Les enseignants officiels annoncent une grève pour tenter de donner la priorité à l'éducation publique

La Fédération colombienne des éducateurs (Fecode) était jusqu'à présent une fidèle alliée du gouvernement de Gustavo Petro. Même les failles du nouveau modèle de santé pour les enseignants officiels, mis en œuvre le 1er mai, n’ont pas conduit à une confrontation frontale. Mais les modifications à la réforme de l'éducation que l'exécutif a négociées la semaine dernière avec l'opposition ont mis à rude épreuve la patience de ses plus de 300 000 membres. La tension est évidente. «C'était dans notre dos, à huis clos et par agression», explique par téléphone Martha Rocío Alfonso, secrétaire aux relations internationales et porte-parole de Fecode. Aujourd'hui, le plus grand syndicat de Colombie prépare une grève contre l'administration Petro et accuse son ministre de l'Éducation d'aller à l'encontre de la priorité de l'éducation publique que défend le président. L'arrêt débutera mercredi et durera au moins jusqu'à ce que le Sénat procède au dernier vote sur le projet, prévu pour le 17 juin.

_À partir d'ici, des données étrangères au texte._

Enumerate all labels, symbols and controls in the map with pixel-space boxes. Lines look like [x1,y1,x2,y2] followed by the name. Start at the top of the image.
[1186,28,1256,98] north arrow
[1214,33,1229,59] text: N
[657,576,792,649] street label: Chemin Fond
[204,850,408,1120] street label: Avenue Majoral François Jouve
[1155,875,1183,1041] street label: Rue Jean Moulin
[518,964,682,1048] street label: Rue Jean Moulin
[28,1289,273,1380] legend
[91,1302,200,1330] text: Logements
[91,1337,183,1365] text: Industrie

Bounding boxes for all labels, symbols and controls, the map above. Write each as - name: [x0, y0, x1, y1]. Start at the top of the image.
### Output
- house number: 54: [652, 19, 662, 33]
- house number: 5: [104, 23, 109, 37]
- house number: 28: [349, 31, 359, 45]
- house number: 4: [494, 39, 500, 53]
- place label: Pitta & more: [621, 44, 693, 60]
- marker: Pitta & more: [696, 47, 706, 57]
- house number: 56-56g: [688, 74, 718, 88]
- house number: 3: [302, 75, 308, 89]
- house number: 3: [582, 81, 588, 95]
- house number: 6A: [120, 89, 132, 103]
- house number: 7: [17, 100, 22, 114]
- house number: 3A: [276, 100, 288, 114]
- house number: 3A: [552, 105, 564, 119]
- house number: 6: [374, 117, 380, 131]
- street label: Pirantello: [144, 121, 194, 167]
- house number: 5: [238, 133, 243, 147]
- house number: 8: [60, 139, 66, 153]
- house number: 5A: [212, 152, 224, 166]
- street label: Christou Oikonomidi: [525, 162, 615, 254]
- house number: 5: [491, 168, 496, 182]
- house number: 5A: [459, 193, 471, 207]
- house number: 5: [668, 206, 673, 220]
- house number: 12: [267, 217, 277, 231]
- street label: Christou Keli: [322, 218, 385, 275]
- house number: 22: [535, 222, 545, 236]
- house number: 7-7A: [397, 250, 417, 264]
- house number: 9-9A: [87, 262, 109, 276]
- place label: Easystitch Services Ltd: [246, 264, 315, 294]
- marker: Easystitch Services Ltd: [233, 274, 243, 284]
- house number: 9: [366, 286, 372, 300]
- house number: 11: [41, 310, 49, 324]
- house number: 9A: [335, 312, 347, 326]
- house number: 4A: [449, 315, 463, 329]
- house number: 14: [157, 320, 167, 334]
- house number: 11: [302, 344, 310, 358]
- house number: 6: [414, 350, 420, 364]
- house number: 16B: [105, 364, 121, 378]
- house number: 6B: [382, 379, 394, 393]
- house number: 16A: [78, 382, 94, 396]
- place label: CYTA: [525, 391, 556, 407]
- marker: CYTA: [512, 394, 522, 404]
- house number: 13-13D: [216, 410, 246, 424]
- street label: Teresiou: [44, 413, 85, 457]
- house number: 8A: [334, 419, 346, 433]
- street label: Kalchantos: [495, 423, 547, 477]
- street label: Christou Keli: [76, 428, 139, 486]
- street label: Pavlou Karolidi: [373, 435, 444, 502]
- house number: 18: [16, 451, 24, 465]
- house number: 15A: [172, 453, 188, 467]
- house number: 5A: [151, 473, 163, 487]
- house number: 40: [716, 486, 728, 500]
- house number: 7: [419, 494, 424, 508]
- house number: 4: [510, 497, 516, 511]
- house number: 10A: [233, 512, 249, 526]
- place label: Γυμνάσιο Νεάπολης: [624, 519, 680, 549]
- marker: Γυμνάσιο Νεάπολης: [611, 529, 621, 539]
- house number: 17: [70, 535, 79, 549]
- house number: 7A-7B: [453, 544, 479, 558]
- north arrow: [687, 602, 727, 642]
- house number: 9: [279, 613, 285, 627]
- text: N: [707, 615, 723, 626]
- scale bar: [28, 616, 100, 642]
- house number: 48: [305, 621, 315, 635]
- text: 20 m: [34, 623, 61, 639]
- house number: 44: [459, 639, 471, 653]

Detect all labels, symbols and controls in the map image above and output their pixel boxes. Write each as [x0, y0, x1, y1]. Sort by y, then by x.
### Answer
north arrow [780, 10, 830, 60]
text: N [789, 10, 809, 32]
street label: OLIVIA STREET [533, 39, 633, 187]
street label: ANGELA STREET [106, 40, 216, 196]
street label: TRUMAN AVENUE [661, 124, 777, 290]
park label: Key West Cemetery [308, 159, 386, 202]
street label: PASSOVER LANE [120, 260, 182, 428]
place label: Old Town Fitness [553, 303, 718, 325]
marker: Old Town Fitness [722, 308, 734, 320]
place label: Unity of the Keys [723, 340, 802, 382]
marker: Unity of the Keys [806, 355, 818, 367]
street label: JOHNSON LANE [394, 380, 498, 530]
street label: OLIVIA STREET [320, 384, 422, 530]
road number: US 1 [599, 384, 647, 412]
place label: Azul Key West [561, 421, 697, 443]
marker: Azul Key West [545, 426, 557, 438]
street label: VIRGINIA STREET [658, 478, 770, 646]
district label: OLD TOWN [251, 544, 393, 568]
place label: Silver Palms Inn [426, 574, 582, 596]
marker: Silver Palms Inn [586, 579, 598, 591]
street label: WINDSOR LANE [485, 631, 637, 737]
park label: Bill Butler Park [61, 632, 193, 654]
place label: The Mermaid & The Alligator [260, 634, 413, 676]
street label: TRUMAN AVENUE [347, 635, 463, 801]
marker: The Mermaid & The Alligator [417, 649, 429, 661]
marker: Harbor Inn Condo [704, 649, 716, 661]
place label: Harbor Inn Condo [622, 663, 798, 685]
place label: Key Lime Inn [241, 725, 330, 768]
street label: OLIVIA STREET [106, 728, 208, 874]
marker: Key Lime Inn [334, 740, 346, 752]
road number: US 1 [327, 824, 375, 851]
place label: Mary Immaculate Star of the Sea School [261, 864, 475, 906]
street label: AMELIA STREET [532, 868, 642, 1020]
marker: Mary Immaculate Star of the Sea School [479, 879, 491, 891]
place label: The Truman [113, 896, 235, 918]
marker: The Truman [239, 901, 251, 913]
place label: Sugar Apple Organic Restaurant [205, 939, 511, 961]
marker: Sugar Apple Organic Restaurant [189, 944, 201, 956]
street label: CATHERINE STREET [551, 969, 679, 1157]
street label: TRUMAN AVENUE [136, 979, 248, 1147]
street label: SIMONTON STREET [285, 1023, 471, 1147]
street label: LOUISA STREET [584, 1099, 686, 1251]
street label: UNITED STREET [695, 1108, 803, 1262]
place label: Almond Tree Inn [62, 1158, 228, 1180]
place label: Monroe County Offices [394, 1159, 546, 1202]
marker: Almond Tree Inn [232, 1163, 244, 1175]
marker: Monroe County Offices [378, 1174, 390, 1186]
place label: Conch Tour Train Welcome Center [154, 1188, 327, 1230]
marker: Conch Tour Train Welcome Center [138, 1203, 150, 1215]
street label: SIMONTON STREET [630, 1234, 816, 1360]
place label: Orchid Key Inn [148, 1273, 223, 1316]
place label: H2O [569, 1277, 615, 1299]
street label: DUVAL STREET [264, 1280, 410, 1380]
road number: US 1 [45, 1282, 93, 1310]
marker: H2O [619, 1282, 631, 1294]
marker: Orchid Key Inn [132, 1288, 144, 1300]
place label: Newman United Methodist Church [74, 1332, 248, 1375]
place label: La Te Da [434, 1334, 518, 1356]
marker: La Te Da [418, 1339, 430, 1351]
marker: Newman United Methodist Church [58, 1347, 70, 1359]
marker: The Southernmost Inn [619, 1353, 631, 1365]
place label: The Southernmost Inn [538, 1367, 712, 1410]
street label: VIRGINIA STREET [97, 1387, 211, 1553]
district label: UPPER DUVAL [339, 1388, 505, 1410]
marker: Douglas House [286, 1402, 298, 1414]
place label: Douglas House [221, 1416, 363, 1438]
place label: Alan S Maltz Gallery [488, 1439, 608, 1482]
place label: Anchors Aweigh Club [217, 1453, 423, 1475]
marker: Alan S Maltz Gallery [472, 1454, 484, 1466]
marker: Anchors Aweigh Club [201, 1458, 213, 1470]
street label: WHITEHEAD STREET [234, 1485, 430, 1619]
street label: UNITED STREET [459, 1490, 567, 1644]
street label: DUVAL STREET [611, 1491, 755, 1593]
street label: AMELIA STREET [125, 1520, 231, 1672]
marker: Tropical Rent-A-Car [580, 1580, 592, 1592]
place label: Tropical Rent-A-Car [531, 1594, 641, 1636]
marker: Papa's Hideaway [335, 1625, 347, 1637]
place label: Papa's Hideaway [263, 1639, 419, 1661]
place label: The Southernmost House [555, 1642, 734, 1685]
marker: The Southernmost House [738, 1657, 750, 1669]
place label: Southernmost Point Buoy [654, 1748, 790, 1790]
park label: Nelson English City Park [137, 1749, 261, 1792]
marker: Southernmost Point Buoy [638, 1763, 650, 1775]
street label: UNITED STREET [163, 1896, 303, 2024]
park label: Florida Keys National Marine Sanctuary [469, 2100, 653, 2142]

La réforme vise à consacrer le droit fondamental à l’éducation. Il s'agit d'une loi statutaire, ce qui implique qu'elle requiert des majorités plus larges et que sa fonction est d'établir des principes de base qui servent de cadre à d'autres lois plus spécifiques. Au centre des critiques de Fecode se trouve le rôle du secteur privé. Le syndicat rejette que le texte approuvé par la Première Commission du Sénat mercredi dernier comprenne des mentions explicites de ces acteurs. Il estime que cela ouvre la porte au retour d'initiatives telles que Ser Pilo Paga, un programme du gouvernement de Juan Manuel Santos (2010-2018) qui accordait des crédits remboursables pour que les étudiants ayant les meilleures moyennes puissent étudier dans des universités privées.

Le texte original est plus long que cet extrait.